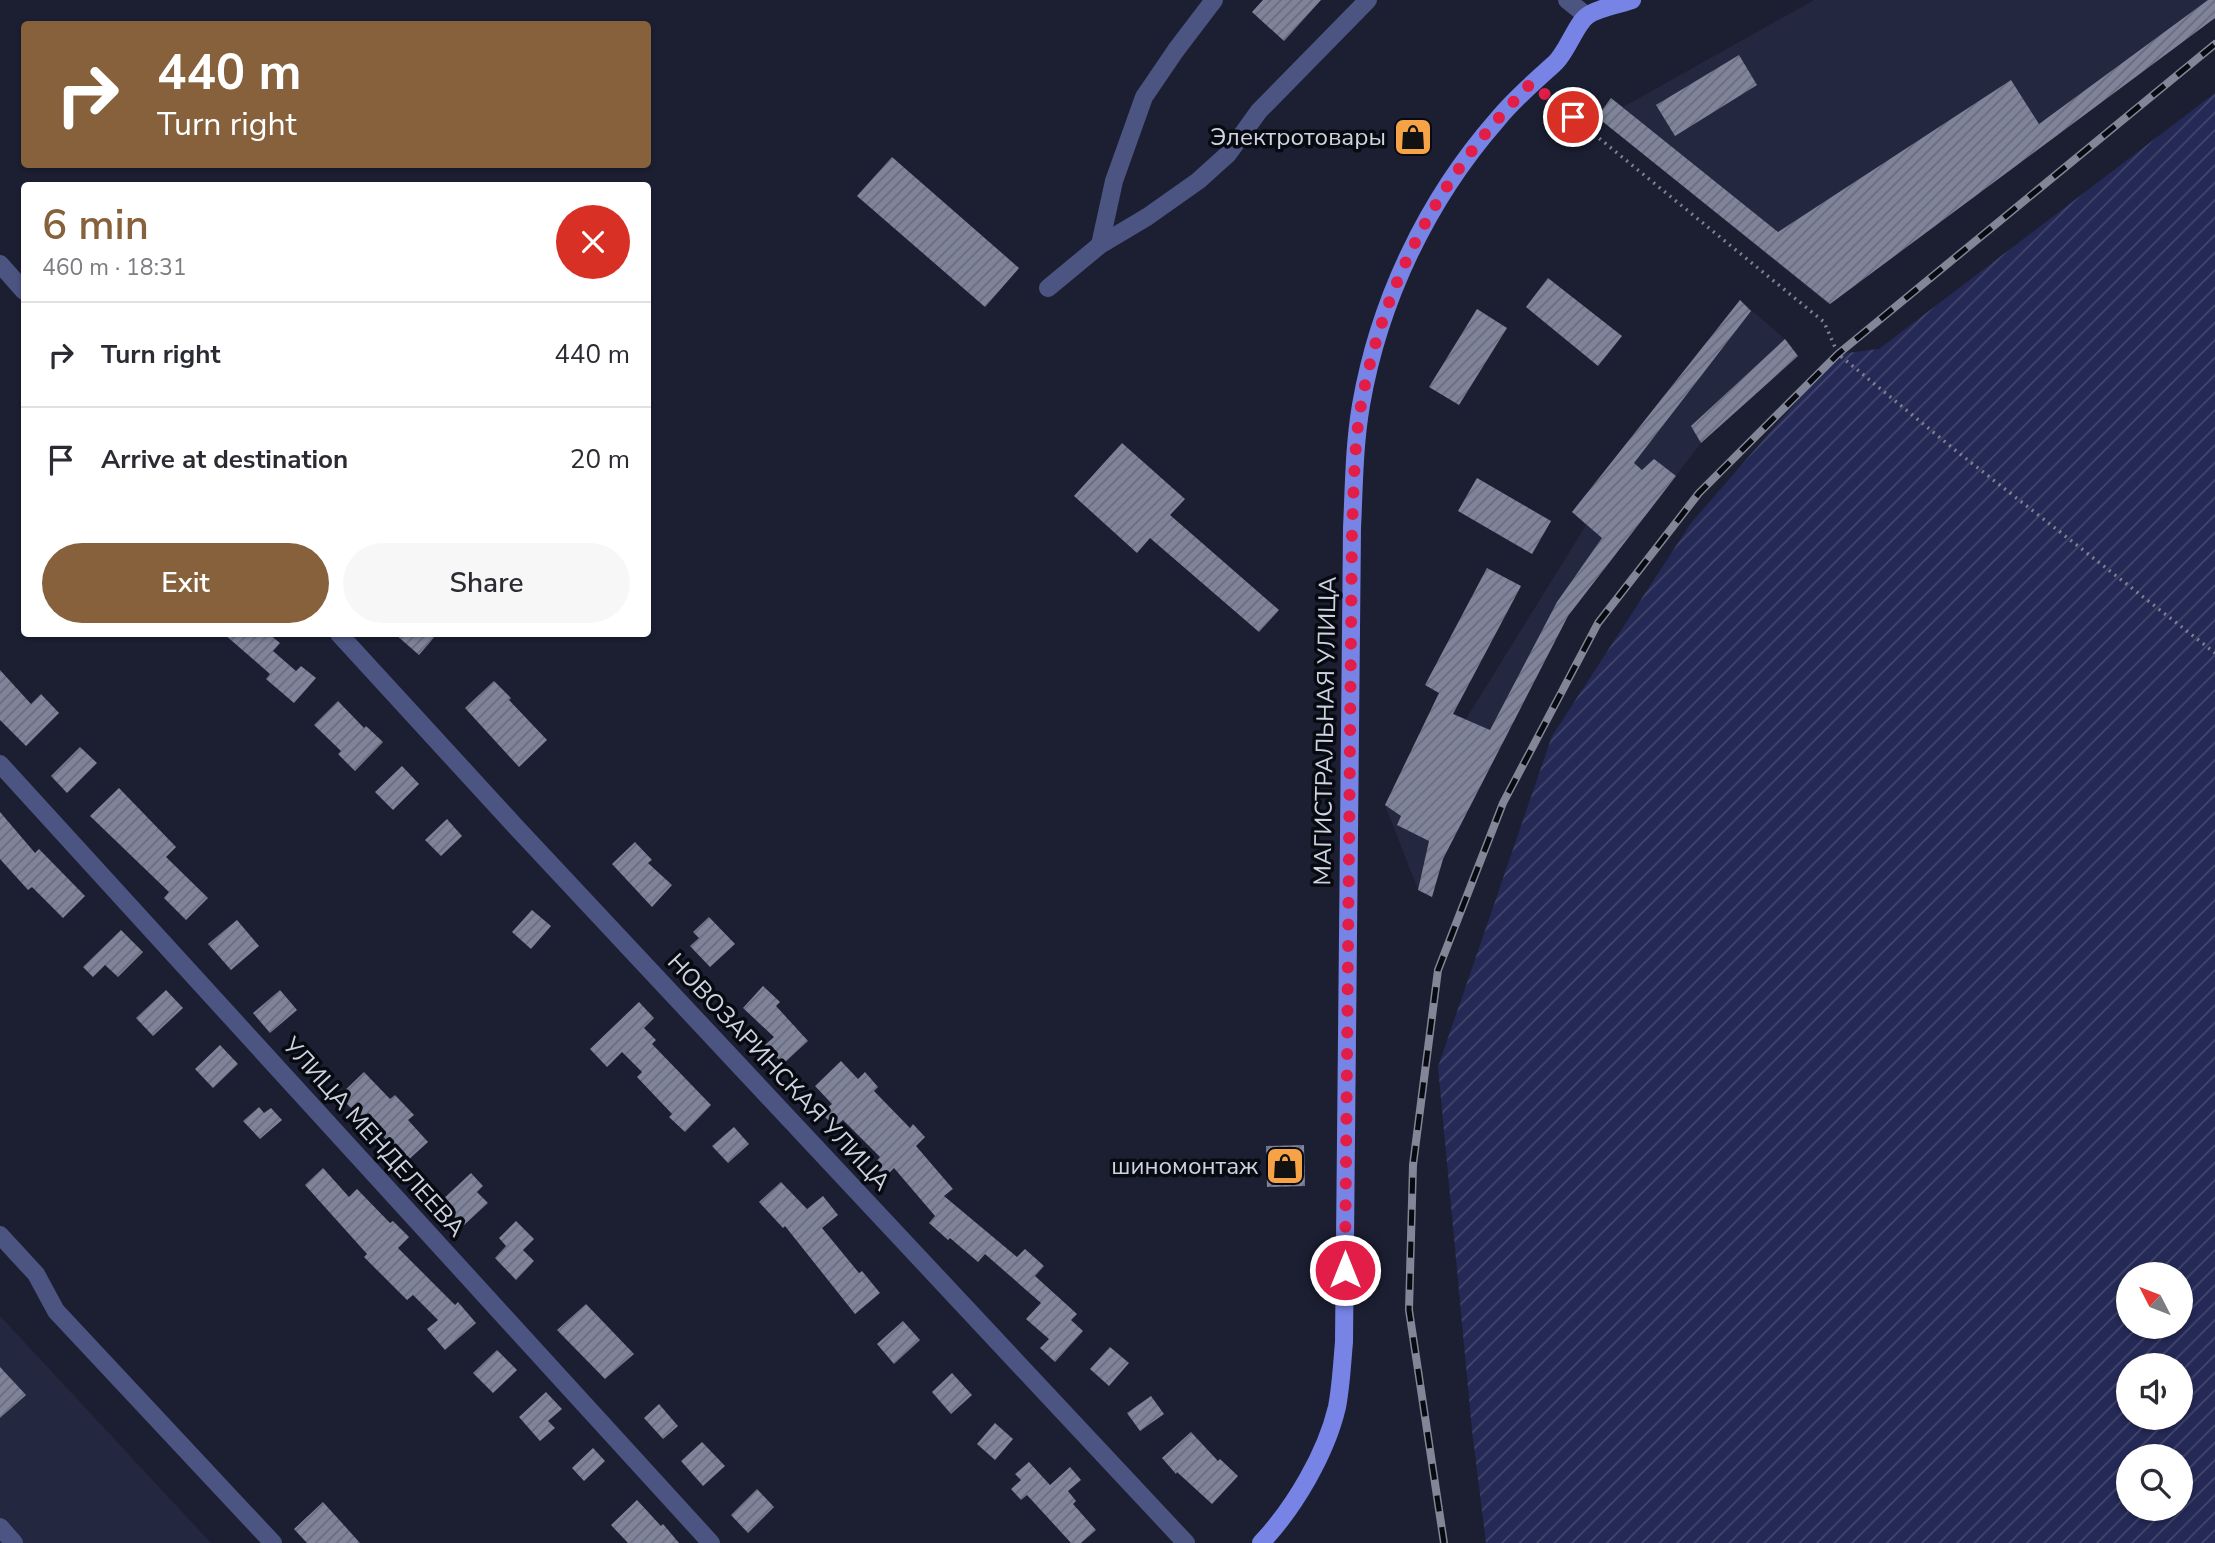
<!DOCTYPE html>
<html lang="en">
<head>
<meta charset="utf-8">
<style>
	:root { --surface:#fff; --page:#f7f7f7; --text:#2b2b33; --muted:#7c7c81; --line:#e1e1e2; --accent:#86613c }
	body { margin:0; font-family:"Nunito Sans",sans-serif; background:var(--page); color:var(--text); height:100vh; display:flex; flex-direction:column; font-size:26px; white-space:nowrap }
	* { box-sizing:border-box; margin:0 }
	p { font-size:23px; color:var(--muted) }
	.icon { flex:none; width:38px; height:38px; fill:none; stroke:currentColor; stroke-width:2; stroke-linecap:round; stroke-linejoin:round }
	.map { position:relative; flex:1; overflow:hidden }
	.panel { position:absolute; left:21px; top:182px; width:630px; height:455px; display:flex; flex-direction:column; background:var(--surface); border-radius:7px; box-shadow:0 2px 5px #0004 }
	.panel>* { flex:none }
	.banner { position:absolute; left:21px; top:21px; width:630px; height:147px; border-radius:7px; box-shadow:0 2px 5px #0004; background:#86613c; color:#fff; overflow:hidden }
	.needle { width:46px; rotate:312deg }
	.controls { position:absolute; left:2116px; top:1262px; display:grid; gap:14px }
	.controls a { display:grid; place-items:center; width:77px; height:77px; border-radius:50%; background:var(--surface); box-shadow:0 2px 5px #0004; font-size:35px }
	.pin { position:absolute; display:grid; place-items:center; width:60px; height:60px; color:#fff; margin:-30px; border:4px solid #fff; border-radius:50%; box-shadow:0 2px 7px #0007 }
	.me { position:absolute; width:77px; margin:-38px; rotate:0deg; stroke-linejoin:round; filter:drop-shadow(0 0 5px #0008) }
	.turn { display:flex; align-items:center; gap:24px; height:147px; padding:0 21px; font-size:32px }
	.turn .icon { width:91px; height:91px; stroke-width:2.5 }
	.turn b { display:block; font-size:49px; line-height:60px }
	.round { display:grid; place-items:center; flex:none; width:74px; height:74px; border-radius:37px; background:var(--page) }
	.headline { display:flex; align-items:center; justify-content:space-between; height:119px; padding:0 21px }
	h1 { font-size:42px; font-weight:600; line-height:52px; color:var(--accent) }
	.button { display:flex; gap:14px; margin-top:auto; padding:14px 21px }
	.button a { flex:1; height:80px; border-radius:42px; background:var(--accent); color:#fff; font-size:28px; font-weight:600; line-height:80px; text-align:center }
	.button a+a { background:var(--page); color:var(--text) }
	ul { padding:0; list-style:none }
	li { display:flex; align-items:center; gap:21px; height:105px; padding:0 21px; border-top:2px solid var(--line) }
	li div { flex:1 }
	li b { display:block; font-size:26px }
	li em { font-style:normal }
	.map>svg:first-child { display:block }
	.built { fill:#23273f }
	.garden { fill:url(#garden-furrows); fill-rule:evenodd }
	.building { fill:url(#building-hatch) }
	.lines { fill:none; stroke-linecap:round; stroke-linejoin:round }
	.path { stroke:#7e8191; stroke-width:3.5; stroke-dasharray:2 5; stroke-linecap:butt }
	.minor { stroke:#4c5482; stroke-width:18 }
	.major { stroke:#7784e6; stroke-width:18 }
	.rail-casing { stroke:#838696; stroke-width:8 }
	.rail { stroke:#080a12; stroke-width:5; stroke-dasharray:16; stroke-linecap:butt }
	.route { stroke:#e11d48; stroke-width:12; stroke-dasharray:0 21.6 }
	.labels { text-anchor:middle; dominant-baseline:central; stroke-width:7; stroke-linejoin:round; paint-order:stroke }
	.poi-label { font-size:24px; fill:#cfd2df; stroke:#080a12; text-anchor:end }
	.street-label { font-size:24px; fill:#cfd2df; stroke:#080a12 }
</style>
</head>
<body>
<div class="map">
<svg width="2215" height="1543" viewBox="0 0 2215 1543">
	<defs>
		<pattern id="garden-furrows" width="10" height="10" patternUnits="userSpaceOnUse" patternTransform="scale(1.75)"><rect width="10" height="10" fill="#242955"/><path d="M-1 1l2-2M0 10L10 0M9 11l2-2" fill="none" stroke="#43476d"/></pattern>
		<pattern id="building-hatch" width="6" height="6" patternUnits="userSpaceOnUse" patternTransform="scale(1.75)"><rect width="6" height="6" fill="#7f849b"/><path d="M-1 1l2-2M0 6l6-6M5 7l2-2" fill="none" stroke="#686c7c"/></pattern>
	</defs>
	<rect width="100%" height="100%" fill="#1c1f32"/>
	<g class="built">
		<path d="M1814,0H2215V18L1829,305L1597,117L1611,98L1623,107Z"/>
		<path d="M1740,300L1785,339L1798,356L1701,443L1568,616L1443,858L1432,897L1418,890L1385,805L1433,705L1466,719L1586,525L1572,512Z"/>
		<path d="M0,1316L211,1543H0Z"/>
	</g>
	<path class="garden" d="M2215,93V1543H1486L1472,1430L1438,1067L1552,736L1691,523L1838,354L1879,349ZM2128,1274H2180V1326H2128ZM2128,1365H2180V1418H2128ZM2128,1456H2180V1508H2128Z"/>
	<g class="building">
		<path d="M1263,0H1321L1284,41L1252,12Z"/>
		<path d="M2208,0H2215V18L1830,304L1597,117L1611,98L1778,232L2011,80L2039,124Z"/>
		<path d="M1739,55L1757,85L1675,136L1656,105Z"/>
		<path d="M892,157L1019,268L985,307L857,196Z"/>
		<path d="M1548,278L1622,336L1598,366L1526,307Z"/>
		<path d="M1740,300L1751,311L1634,463L1642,470L1654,459L1676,476L1568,616L1443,859L1432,897L1418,890L1429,841L1397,825L1401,816L1385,805L1439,693L1425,685L1487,568L1521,586L1453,714L1490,730L1557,602L1602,538L1572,512Z"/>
		<path d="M1477,309L1507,328L1459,405L1429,387Z"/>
		<path d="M1785,339L1798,356L1701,443L1691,426Z"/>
		<path d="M1122,443L1185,499L1170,515L1279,610L1259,632L1150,538L1137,553L1074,496Z"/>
		<path d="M1477,478L1551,521L1532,554L1458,511Z"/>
		<path d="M224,634H269L280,643L273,651L296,671L301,666L316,678L294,703L266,679L270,674Z"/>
		<path d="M395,634H437L419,655Z"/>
		<path d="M0,670L31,704L41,694L59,713L26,746L0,720Z"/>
		<path d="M494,681L511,698L509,700L547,740L519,767L465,708Z"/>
		<path d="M338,701L364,728L366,726L383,742L355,771L338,754L341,751L314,725Z"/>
		<path d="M80,747L97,763L67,793L51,776Z"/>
		<path d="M402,766L419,784L393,810L375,792Z"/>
		<path d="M119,788L176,847L166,857L208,898L186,920L164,898L169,892L90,816Z"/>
		<path d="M0,812L35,853L39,849L85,896L63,918L32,887L28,890L0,859Z"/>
		<path d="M447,819L462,836L441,856L425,840Z"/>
		<path d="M635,842L652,860L648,863L672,885L652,907L612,864Z"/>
		<path d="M532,910L551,926L531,949L512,932Z"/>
		<path d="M709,917L735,944L710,967L690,946L699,938L693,932Z"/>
		<path d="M237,920L259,946L231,970L208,944Z"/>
		<path d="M121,930L143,952L118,977L105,965L93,977L83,967Z"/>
		<path d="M763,986L780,1002L776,1006L808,1041L783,1064L765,1045L774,1037L743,1008Z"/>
		<path d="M166,990L183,1008L153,1036L136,1018Z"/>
		<path d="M280,990L297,1010L270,1033L253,1013Z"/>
		<path d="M639,1002L654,1018L644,1028L656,1040L652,1044L711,1105L685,1132L669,1117L672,1114L637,1077L642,1072L622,1052L607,1067L590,1049Z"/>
		<path d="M220,1045L238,1064L213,1088L195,1069Z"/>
		<path d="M841,1061L858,1079L865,1072L878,1087L874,1091L910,1128L913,1124L925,1137L916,1146L953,1189L944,1196L1017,1257L1025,1249L1044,1266L1035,1276L1077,1314L1071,1320L1083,1331L1055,1362L1040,1348L1049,1339L1026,1319L1041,1303L985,1254L978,1262L950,1238L948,1240L929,1223L935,1216L894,1168L885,1177L873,1165L880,1157L843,1120L835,1127L821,1113L832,1104L815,1086Z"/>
		<path d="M364,1072L390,1099L395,1095L414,1115L408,1120L428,1142L406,1162L380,1133L378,1135L339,1096Z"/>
		<path d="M259,1107L264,1113L271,1108L282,1120L260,1139L243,1121Z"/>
		<path d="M734,1127L749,1144L728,1163L712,1146Z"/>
		<path d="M1304,1145L1305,1186L1267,1187L1266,1146Z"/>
		<path d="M323,1168L349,1197L357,1189L390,1223L393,1221L409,1237L398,1248L455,1305L458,1302L476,1323L445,1350L427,1329L438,1320L413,1295L407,1300L364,1257L367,1254L305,1185Z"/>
		<path d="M471,1173L483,1186L477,1192L488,1203L463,1226L440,1202Z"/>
		<path d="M781,1182L807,1209L823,1196L838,1215L822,1228L859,1273L862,1271L880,1293L855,1314L785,1226L783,1228L759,1202Z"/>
		<path d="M516,1221L534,1239L523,1250L534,1261L516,1280L495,1258L506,1246L499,1238Z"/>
		<path d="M586,1304L634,1354L605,1379L557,1330Z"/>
		<path d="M903,1321L920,1340L894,1364L877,1344Z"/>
		<path d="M1110,1347L1129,1363L1109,1386L1090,1369Z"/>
		<path d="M497,1350L517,1370L493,1393L473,1373Z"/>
		<path d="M0,1367L26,1395L0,1418Z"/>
		<path d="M952,1373L972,1395L951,1414L932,1392Z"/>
		<path d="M546,1392L562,1409L548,1421L555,1428L540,1441L519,1417Z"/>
		<path d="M1151,1396L1164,1414L1140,1431L1127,1413Z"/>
		<path d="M659,1404L678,1426L663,1439L644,1418Z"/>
		<path d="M995,1423L1013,1439L995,1460L977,1444Z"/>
		<path d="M1191,1432L1218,1461L1220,1459L1238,1476L1212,1504L1177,1472L1176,1474L1162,1458Z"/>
		<path d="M702,1442L725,1466L703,1486L681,1461Z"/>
		<path d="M593,1448L605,1461L584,1481L572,1468Z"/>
		<path d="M1029,1462L1050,1485L1070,1467L1081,1480L1068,1491L1076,1501L1073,1504L1096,1530L1081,1543H1071L1027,1495L1021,1500L1011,1489L1021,1480L1015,1474Z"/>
		<path d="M757,1489L774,1507L748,1533L731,1515Z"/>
		<path d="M637,1500L661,1526L663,1524L679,1543H628L611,1525Z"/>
		<path d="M323,1502L360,1543H307L294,1529Z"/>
	</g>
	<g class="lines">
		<path class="path" d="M1545,94L1824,322L1838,354L1955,450L2215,653"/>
		<g class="minor">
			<path d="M1567,0L1587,16"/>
			<path d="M1100,245L1114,181L1144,97L1176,50L1214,0"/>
			<path d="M0,264L24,291"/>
			<path d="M1048,288L1100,245L1147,217L1198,181L1228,154L1259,111L1368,0"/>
			<path d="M339,634L516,827L1186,1543"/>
			<path d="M0,764L711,1543"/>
			<path d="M0,1235L36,1274L56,1311L273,1543"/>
			<path d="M0,1527L14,1543"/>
		</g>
		<path class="major" d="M1261,1543C1294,1508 1326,1454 1337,1407C1341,1386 1342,1364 1344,1342L1352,528C1354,487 1354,446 1361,405C1379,301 1427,200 1497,120C1514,99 1534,82 1554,64C1567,53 1575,25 1587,16C1595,9 1621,4 1632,0"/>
		<defs>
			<path id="rail" d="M1444,1543L1409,1310L1413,1165L1438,970L1503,803L1598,623L1699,493L1838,354L2215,44"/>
		</defs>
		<use href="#rail" class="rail-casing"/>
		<use href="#rail" class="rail"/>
	</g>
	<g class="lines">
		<path class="route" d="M1345,1270L1352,528C1354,487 1354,445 1361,405C1377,316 1414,229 1468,156C1487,130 1509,106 1531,83L1573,117"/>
	</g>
	<defs>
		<symbol id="shop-square" viewBox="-11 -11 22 22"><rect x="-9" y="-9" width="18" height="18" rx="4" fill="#f5a346" stroke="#080a12"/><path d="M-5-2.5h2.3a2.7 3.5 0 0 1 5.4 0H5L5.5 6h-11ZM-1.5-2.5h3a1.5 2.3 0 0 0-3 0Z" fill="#111"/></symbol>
	</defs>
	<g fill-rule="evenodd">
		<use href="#shop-square" x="1391" y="115" width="44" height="44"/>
		<use href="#shop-square" x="1263" y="1144" width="44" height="44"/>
	</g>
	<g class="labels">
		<g class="poi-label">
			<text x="1386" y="137">Электротовары</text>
			<text x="1258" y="1166">шиномонтаж</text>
		</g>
		<g class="street-label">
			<text transform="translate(1325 731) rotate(-89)">МАГИСТРАЛЬНАЯ УЛИЦА</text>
			<text transform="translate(779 1072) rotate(47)">НОВОЗАРИНСКАЯ УЛИЦА</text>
			<text transform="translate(374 1137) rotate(48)">УЛИЦА МЕНДЕЛЕЕВА</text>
		</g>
	</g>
</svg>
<div class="controls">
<a><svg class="needle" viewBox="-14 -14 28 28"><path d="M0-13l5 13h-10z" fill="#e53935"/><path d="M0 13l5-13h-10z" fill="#7c7c81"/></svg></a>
<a><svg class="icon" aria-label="sound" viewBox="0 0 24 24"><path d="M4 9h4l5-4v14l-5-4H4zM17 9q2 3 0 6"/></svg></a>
<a><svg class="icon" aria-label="search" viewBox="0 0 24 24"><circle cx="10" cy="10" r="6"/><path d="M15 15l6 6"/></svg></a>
</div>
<div class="pin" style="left:1573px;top:117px;background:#d93025"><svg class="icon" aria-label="arrive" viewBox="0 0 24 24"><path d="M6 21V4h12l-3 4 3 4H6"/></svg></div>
<svg class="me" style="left:1345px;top:1270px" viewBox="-20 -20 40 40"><circle r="17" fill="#e11d48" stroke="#fff" stroke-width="3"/><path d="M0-11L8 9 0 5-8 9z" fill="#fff"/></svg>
<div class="banner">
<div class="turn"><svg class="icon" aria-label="right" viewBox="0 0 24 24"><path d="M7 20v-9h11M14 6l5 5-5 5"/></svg><div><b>440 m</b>Turn right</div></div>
</div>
<section class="panel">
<div class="headline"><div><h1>6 min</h1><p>460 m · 18:31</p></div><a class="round" style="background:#d93025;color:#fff"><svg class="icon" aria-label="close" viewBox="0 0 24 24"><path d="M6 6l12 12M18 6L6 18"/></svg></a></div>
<ul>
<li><svg class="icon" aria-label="right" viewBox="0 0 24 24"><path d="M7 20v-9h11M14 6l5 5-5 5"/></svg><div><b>Turn right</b></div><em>440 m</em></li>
<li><svg class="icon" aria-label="arrive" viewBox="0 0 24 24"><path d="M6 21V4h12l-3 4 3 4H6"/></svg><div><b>Arrive at destination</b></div><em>20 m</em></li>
</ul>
<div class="button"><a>Exit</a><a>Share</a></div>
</section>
</div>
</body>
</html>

+--

= YOUR OBJECTIVE =
Among the records above, find the lines that contain "overflow" and copy every one.

= SOLUTION FOR THIS PROBLEM =
	.map { position:relative; flex:1; overflow:hidden }
	.banner { position:absolute; left:21px; top:21px; width:630px; height:147px; border-radius:7px; box-shadow:0 2px 5px #0004; background:#86613c; color:#fff; overflow:hidden }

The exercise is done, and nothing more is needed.